The current project aims to perform the prediction of used cars quality by using machine learning. As this field of research has only starting to gain attention, the reluctance of most car vendors to reveal their research findings may have indirectly contributed to the lack of literature on this regard. However, the rapid expansion of the used car industry may lead to an influx of number of used cars to be evaluated by the used car dealers. Consequently, the increased number of vehicles in varying conditions and types may overwhelm the dealers’ ability to correctly discern the vehicle quality. Machine learning has been proposed as a viable solution as the judgment of the vehicle quality can be automated by analysing the vehicle attributes. The findings of the current project revealed that machine learning may be the suitable solution to predict vehicle quality. Particularly, most models were able to detect large portion of the bad buy (vehicle that suffer from irreparable damage).

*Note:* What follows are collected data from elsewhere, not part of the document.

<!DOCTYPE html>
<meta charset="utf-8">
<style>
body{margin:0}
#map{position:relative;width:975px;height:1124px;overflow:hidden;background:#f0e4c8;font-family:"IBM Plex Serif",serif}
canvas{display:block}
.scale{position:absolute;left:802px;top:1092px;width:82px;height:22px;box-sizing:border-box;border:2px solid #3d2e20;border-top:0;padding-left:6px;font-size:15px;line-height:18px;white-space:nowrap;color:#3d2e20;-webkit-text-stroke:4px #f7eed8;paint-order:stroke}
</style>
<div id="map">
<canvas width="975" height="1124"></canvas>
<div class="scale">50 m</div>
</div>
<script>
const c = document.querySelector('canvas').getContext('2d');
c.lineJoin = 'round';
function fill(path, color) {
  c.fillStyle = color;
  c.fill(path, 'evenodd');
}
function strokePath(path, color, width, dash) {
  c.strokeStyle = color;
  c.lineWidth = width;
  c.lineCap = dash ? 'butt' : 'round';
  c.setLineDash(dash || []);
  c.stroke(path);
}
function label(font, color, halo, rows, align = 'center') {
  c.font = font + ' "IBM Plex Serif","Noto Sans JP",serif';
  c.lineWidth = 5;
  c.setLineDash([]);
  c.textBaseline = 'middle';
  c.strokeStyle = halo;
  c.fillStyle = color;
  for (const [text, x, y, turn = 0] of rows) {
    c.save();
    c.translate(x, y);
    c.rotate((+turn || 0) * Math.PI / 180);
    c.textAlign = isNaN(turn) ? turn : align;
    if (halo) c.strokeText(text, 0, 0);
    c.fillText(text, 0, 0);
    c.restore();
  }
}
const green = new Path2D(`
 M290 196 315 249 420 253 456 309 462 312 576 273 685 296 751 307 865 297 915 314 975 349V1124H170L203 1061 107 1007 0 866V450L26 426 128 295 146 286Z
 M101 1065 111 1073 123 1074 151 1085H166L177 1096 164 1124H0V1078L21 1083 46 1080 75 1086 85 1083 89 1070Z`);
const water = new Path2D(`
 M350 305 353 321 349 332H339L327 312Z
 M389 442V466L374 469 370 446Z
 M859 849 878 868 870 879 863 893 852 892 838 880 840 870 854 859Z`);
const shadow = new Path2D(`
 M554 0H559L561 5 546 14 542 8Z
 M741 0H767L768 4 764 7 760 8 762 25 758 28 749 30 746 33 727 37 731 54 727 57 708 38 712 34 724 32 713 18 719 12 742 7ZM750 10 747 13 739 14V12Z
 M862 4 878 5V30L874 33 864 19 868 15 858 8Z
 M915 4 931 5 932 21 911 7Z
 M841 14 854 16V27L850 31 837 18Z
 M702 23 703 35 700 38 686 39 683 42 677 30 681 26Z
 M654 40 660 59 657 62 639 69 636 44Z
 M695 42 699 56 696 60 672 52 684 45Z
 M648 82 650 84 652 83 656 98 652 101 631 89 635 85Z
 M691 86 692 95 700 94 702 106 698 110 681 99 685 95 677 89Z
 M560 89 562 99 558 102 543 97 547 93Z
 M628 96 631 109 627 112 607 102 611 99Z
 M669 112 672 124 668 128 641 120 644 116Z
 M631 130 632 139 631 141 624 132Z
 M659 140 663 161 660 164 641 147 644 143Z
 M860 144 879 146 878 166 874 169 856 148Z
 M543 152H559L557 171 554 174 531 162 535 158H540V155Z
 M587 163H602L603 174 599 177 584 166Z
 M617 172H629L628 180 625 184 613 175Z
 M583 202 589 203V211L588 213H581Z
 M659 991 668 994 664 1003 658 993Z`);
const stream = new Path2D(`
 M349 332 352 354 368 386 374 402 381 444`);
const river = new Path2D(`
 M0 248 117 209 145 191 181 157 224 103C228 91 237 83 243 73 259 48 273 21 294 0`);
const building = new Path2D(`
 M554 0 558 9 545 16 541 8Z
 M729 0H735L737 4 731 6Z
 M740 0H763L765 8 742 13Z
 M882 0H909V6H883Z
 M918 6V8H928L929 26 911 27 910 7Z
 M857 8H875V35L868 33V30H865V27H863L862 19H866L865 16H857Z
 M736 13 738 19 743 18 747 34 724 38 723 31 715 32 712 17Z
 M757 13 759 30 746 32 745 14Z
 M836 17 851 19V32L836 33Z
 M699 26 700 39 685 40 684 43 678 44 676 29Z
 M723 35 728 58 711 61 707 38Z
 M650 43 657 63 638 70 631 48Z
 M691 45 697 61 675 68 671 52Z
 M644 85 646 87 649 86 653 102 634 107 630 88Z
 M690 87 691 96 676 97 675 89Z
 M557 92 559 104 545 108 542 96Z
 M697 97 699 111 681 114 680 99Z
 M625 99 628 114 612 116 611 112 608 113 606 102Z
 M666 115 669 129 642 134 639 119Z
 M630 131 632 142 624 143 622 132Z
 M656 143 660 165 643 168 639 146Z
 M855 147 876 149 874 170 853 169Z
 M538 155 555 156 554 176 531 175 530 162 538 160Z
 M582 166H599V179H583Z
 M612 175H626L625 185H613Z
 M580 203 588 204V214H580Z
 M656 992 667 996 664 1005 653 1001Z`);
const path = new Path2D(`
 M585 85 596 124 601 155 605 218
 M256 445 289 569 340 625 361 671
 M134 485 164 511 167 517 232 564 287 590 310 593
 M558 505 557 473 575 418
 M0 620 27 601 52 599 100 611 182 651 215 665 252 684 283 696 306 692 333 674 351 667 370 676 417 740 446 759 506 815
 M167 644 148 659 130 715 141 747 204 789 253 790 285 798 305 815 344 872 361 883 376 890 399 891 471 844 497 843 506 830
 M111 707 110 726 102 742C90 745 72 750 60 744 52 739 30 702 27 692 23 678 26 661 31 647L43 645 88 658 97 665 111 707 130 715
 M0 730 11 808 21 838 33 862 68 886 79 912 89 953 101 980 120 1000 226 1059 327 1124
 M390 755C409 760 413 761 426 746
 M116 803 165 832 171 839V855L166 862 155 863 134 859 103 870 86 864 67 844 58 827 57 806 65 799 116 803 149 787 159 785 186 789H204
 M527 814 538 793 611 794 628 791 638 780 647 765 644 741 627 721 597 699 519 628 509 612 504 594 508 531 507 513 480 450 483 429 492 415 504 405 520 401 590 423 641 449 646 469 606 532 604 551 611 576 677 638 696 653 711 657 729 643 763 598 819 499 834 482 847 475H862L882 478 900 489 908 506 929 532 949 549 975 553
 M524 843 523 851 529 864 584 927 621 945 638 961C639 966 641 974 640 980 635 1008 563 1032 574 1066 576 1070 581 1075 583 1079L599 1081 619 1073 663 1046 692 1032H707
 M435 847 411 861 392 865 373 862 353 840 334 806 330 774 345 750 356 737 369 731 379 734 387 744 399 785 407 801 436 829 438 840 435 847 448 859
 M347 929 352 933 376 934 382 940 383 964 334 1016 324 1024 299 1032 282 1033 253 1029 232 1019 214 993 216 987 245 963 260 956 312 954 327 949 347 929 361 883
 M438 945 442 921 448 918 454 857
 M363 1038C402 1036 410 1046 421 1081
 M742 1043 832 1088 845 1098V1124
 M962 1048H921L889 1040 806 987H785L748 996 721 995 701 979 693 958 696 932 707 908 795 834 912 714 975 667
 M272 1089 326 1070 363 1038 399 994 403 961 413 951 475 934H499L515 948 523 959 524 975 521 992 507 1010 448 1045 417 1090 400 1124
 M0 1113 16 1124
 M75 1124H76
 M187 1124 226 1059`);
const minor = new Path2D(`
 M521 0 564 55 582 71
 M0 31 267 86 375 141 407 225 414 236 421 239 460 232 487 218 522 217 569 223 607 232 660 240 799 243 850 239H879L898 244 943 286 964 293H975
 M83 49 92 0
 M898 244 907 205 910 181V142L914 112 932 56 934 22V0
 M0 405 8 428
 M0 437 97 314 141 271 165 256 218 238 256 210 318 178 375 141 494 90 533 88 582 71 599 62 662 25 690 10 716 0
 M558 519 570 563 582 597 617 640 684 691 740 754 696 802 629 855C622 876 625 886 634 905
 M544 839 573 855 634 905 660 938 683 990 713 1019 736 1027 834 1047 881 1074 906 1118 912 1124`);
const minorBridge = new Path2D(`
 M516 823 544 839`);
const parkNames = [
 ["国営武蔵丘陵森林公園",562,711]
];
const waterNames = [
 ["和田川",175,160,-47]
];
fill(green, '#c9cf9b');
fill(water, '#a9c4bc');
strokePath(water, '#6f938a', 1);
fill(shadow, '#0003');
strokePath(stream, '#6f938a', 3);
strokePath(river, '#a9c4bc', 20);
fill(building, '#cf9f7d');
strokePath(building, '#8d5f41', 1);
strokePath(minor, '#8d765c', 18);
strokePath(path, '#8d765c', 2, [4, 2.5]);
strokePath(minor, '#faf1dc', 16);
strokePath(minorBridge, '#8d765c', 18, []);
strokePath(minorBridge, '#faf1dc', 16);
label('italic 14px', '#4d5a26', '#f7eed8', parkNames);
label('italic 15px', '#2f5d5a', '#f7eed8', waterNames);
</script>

1. This assignment consists of 4 R programmes.
a.) aml.assignment.R (will consist of all the data exploration, missing values imputation, outlier
treatment and normality checking.
b.) LogisticRegR.R (will consist of all the step in performing logistic regression)
c.) NaiveBayesR (will consist of all the step in performing naive bayesian)
d.) RandomForestR (will consist of all the steps in performing random forest)
2. File a (aml.assignment.R) has to be run before performing file b,c, and d for obtaining the cleaned dataset (kickDataset_4_Transformed.csv)
3. For your information, i will include the cleaned dataset and dataset which has not be performing any cleansing into this folder.
4. Kindly run b, c, d by setting working directory that has csv (kickDataset_4_Transformed).
5. kindly run a by setting working directory that has csv (kick.csv).
In this folder, we will have final document, 4 R scripts, 2 dataset (cleaned and uncleaned dataset)
1. Download kick dataset: https://www.openml.org/d/41162 Or Open dataset/kick (original data)
2. Open the preprocessed data with dataset/kickDataset_4_Transformed
The large amount and variety of used cars with different levels of quality makes the judgment of the vehicle quality an overwhelming task for the dealers. Aside from the used car dealers, the consumers may also be less confident towards used cars and may consequently affect the industry. Given the financial and reputational consequences of purchasing used cars that suffers from serious mechanical issues, the identification of factors that can help to determine the quality of used cars will be very useful to the dealers and the consumers. Although recent works in the field of machine learning has demonstrated some promising results, the serious lack of empirical findings still make the field an uncharted ground. Stemming from this, the current project aims to explore the various research conducted on such regard, the current report will be organized into a few sections. The section for related works will first review the previous studies conducted on the usage of machine learning in vehicle quality inspection whereby the choice of algorithms and features selection will be critically discussed. Following the related section, the procedures taken for data pre-processing is also discussed. Then, the implementation of chosen algorithms is also outlined, and the results of each algorithm is compared and discussed. Additionally, the evaluation metrics for the present work is also introduced. Recommendations and findings are also discussed at the end of the report.
The aim of the current work is to predict the quality of used cars using machine learning. In order to achieve the research aim, a few objectives must be fulfilled.
- To review past research conducted on vehicle inspection and identify relevant factors influencing quality of used cars.
- To develop 3 machine learning models and experiment with different model parameters.